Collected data
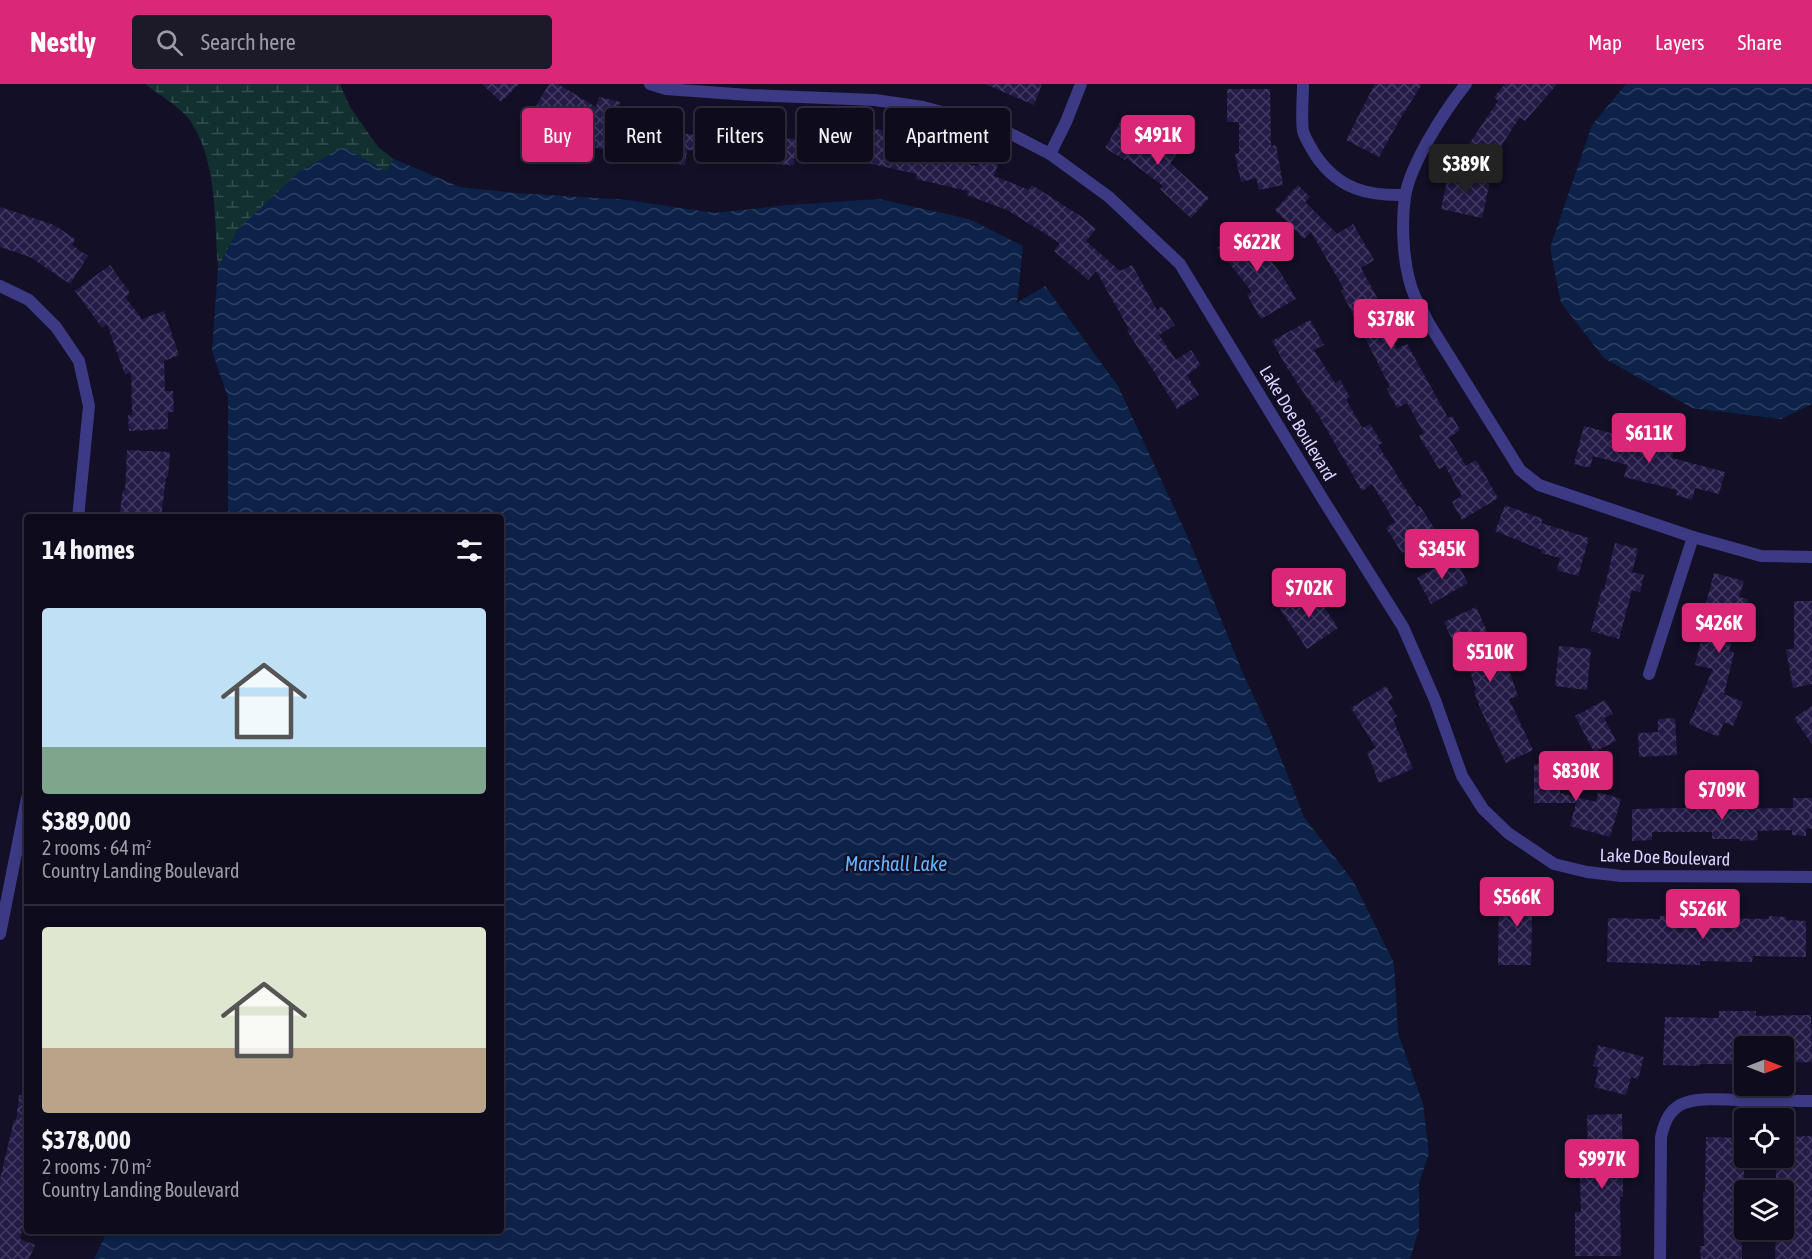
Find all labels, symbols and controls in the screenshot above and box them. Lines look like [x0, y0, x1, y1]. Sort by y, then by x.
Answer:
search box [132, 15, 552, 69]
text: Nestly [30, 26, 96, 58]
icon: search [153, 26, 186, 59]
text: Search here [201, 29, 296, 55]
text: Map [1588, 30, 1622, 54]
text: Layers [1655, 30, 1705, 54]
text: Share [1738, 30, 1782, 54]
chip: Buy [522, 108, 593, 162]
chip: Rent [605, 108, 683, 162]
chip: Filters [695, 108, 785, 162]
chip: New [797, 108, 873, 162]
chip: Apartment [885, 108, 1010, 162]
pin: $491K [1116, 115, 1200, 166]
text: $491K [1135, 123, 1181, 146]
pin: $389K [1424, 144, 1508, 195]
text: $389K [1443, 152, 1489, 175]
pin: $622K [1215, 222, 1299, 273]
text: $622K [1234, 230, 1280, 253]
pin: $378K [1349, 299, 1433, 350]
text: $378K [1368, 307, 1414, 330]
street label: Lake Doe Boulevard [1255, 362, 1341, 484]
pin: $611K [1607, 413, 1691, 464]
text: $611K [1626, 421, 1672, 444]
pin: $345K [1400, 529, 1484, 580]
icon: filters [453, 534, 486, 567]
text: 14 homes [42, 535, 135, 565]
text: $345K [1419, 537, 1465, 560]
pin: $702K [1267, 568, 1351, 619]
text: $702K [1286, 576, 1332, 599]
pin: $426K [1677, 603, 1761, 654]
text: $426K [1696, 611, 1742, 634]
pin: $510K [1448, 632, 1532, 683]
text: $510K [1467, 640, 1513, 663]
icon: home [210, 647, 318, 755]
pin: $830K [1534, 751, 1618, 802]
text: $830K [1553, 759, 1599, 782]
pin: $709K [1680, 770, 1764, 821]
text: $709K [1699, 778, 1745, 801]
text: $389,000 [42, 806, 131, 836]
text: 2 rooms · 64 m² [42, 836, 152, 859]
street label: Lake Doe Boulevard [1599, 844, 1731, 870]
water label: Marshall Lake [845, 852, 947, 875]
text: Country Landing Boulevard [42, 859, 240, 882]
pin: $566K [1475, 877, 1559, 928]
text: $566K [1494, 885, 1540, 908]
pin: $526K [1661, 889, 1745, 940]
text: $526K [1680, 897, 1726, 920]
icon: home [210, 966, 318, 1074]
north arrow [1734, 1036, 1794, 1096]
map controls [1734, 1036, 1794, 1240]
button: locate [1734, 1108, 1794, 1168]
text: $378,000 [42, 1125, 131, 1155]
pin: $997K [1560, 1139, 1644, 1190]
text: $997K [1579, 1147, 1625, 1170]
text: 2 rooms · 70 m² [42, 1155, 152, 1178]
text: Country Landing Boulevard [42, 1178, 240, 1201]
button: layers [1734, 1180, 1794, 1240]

---

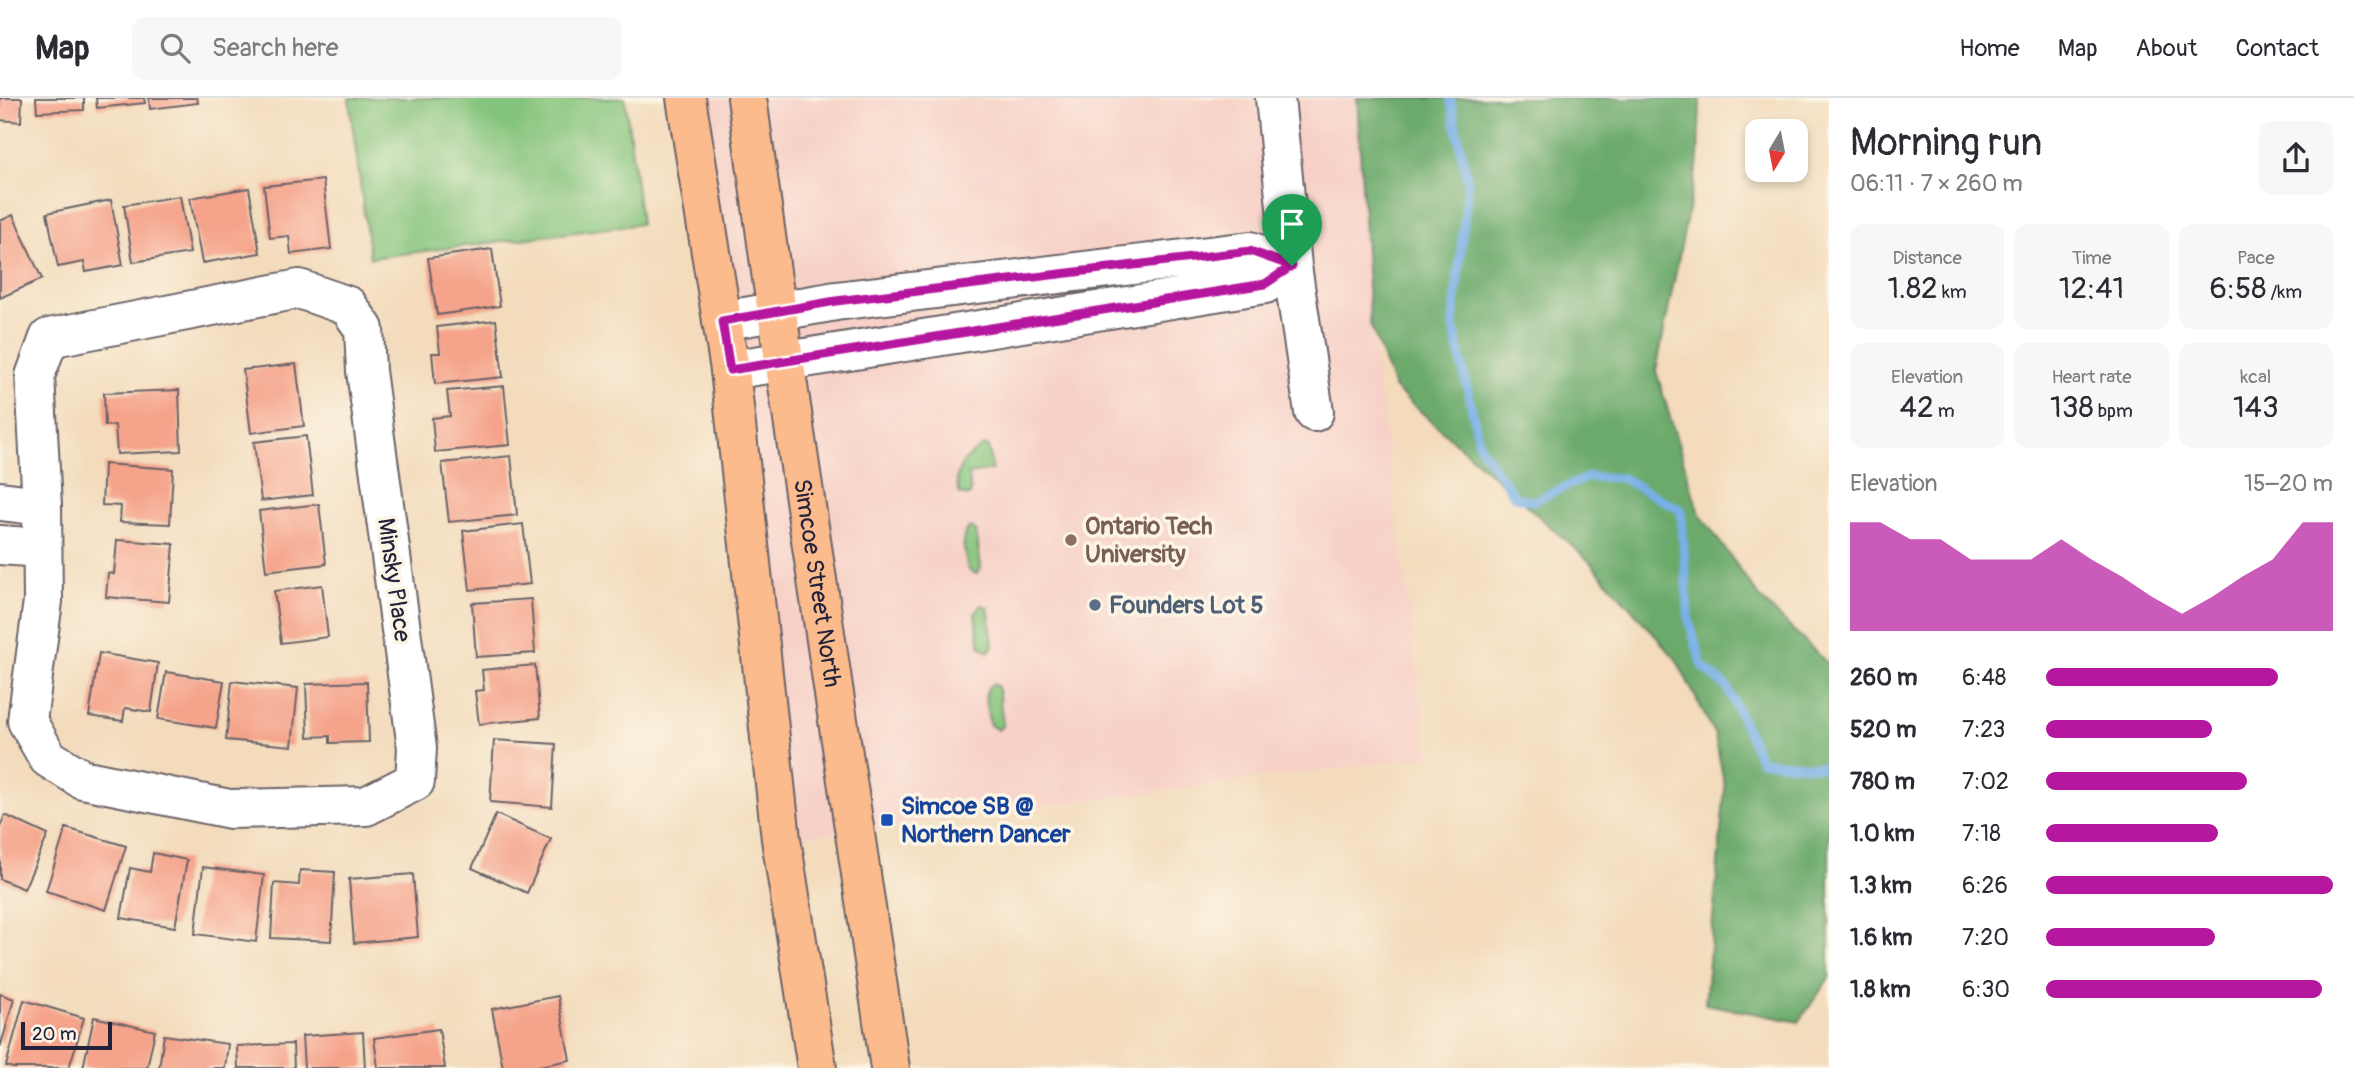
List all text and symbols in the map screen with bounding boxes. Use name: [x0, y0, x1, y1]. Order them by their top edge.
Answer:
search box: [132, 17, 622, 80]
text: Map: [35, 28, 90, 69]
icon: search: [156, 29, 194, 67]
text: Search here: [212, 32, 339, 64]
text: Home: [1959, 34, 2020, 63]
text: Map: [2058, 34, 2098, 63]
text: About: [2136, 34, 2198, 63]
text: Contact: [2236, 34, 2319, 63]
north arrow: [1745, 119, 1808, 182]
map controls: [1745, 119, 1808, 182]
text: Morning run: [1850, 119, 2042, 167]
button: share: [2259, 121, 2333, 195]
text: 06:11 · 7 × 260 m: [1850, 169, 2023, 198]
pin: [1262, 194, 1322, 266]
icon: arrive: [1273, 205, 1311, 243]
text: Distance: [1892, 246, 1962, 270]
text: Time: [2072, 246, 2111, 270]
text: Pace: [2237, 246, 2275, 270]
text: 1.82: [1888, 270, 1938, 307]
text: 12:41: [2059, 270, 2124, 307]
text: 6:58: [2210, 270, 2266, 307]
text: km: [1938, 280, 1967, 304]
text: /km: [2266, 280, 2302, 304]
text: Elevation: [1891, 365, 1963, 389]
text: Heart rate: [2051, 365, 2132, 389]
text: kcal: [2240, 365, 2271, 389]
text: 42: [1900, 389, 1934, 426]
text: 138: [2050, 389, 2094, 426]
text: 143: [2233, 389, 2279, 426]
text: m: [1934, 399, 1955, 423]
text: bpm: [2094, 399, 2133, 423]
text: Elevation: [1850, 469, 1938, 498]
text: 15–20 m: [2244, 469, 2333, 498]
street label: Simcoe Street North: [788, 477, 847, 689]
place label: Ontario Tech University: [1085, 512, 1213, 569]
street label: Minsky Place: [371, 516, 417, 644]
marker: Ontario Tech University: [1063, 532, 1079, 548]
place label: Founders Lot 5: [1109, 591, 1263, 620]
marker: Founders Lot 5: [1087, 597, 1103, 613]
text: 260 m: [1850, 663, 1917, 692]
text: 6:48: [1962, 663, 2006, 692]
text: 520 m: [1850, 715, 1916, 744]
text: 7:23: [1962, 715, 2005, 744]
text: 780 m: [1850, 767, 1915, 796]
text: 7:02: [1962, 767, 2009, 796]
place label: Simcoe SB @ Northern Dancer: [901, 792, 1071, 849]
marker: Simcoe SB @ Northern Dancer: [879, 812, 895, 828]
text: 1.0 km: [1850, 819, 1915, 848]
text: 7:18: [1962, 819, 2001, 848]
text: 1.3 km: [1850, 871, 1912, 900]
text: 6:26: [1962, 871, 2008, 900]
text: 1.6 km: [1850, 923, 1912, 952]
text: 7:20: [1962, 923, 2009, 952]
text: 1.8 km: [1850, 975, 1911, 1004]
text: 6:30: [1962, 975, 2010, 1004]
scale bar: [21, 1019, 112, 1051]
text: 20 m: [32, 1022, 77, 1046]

__AIM OF THE TASK__.
Among the lines above, list those that contain the word "here".

__RESULT FOR THIS TASK__.
text: Search here [201, 29, 296, 55]
text: Search here: [212, 32, 339, 64]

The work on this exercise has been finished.